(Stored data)
+++

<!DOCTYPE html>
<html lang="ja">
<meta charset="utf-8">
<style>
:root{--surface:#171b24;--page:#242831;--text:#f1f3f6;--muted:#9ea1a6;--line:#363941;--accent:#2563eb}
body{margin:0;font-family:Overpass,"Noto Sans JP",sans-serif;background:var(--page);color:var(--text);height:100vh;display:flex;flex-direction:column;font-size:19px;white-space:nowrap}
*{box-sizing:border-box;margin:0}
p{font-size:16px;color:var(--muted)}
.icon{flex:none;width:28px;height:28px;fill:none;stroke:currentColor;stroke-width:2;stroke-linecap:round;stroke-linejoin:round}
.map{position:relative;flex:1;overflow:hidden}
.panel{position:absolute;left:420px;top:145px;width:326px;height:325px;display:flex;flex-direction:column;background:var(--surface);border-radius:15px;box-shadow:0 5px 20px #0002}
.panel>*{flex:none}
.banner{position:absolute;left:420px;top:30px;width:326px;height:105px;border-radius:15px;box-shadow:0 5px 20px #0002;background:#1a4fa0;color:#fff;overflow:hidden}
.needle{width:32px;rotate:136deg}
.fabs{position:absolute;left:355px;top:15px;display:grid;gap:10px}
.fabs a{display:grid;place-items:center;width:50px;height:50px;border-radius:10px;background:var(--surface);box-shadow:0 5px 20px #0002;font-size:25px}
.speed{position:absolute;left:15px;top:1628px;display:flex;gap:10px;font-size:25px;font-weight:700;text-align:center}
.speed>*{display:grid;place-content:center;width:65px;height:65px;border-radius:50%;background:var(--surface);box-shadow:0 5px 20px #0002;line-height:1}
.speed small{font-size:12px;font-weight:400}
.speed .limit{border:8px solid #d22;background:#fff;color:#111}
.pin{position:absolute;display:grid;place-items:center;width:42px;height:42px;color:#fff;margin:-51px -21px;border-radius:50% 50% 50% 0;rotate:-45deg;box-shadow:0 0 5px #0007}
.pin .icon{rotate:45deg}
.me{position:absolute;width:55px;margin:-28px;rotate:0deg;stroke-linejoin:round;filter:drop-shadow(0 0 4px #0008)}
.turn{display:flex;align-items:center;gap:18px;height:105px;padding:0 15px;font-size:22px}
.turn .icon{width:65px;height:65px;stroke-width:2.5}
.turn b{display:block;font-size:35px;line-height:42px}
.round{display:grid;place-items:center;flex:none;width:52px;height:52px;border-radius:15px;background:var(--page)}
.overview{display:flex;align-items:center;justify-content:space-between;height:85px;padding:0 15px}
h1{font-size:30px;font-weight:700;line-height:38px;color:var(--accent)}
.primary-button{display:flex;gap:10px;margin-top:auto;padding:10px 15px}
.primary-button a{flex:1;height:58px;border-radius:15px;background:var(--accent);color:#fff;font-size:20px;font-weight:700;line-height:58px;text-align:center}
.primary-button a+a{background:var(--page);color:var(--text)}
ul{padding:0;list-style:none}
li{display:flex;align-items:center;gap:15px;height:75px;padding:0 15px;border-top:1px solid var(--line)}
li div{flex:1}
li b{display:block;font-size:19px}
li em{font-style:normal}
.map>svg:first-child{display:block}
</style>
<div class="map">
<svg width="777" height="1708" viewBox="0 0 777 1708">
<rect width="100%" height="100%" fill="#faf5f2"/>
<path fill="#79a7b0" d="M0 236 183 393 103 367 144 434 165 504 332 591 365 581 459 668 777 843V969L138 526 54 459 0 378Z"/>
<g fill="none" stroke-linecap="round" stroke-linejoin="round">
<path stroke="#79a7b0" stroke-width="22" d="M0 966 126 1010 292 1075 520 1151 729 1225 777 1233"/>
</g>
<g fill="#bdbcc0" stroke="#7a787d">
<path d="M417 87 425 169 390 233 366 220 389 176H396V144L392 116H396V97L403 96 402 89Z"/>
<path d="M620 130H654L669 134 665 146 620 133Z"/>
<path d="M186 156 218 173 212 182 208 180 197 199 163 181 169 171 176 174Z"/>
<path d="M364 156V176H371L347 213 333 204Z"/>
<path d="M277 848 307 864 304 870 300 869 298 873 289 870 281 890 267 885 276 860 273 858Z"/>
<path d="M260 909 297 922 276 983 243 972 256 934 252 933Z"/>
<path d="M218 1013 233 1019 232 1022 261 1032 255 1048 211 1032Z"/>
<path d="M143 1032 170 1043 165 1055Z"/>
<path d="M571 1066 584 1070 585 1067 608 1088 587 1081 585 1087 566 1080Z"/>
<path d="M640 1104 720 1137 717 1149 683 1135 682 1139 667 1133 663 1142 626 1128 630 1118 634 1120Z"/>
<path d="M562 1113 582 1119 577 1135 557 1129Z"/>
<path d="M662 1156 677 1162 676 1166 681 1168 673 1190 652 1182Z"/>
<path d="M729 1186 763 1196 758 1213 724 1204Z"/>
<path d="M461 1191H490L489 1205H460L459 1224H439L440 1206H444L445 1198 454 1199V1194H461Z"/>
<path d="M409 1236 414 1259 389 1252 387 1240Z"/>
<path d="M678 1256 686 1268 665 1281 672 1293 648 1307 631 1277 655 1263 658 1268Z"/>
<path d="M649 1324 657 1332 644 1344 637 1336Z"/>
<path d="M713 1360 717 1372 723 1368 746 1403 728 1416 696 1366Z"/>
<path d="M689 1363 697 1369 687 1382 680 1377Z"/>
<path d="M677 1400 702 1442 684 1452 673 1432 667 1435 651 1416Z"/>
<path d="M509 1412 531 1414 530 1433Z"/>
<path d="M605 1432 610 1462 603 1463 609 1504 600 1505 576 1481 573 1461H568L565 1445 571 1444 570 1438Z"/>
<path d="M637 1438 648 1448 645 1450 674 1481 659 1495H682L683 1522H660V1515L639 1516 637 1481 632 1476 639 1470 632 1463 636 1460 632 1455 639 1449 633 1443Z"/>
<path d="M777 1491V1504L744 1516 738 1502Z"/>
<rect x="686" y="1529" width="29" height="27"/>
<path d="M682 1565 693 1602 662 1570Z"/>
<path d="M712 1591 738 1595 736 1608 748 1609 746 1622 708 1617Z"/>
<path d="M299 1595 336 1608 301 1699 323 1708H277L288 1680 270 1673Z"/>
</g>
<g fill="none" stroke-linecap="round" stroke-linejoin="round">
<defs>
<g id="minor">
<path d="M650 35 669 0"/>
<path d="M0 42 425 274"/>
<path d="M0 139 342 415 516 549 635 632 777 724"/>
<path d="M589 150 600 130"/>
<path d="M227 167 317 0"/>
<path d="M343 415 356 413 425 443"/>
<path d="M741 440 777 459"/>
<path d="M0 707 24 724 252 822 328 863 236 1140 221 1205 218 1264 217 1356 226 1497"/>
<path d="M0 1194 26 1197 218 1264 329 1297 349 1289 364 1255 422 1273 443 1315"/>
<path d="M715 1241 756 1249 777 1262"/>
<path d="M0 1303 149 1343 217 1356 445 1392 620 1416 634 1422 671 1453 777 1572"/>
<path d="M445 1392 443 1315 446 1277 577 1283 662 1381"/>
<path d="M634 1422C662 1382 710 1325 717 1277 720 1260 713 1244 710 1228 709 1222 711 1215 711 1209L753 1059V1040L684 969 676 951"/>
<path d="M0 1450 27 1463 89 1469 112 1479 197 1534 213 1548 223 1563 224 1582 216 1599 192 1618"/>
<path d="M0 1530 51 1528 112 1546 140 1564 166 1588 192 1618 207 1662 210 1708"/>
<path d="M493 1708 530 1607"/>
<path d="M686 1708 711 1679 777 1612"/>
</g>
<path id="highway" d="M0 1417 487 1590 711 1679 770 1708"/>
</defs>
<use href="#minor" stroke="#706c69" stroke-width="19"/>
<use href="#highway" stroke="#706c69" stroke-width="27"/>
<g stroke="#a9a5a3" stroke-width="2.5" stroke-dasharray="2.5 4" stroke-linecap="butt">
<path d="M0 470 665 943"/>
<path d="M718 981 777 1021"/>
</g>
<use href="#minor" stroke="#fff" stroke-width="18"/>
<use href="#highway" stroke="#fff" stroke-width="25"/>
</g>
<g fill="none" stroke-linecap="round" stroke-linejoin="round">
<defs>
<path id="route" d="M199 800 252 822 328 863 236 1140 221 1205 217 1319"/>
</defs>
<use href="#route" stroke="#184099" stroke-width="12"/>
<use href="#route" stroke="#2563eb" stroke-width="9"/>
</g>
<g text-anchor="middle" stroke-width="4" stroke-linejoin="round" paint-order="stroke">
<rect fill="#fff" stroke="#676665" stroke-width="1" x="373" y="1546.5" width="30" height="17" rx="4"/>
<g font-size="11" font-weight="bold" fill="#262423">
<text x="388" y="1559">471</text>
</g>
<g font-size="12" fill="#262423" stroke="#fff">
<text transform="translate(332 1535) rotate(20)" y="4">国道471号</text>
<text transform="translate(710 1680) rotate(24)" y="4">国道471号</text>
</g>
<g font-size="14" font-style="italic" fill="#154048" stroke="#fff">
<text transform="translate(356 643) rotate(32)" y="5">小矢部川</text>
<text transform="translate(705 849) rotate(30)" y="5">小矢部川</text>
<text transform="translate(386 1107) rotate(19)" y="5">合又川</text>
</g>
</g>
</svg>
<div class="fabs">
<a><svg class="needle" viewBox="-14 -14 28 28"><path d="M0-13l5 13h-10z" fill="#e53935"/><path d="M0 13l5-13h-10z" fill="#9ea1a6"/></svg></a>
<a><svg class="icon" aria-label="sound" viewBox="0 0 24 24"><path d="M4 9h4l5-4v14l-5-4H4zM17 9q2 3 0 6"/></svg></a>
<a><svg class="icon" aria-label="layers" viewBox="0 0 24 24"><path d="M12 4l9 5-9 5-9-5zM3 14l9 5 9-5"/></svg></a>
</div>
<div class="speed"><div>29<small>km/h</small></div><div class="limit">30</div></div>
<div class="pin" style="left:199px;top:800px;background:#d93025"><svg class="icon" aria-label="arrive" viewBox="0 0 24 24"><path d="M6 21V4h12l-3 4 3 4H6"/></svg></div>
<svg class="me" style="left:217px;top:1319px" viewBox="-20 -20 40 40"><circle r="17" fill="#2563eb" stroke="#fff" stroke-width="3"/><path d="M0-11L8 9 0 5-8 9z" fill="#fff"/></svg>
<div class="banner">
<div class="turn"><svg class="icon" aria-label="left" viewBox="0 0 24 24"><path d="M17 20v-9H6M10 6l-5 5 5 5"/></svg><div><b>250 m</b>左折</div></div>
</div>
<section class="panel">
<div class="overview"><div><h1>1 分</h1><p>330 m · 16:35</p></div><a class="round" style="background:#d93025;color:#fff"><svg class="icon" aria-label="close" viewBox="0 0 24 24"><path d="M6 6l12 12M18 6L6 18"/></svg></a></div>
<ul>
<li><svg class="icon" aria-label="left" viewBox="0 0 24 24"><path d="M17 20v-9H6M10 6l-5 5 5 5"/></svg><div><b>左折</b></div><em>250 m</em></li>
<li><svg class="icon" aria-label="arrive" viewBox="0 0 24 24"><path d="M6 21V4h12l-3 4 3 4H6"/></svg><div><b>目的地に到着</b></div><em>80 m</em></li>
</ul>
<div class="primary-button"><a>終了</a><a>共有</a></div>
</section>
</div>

+++

Throughout the data above, report every line that contains the string "fabs".

EXERCISE RESULT
.fabs{position:absolute;left:355px;top:15px;display:grid;gap:10px}
.fabs a{display:grid;place-items:center;width:50px;height:50px;border-radius:10px;background:var(--surface);box-shadow:0 5px 20px #0002;font-size:25px}
<div class="fabs">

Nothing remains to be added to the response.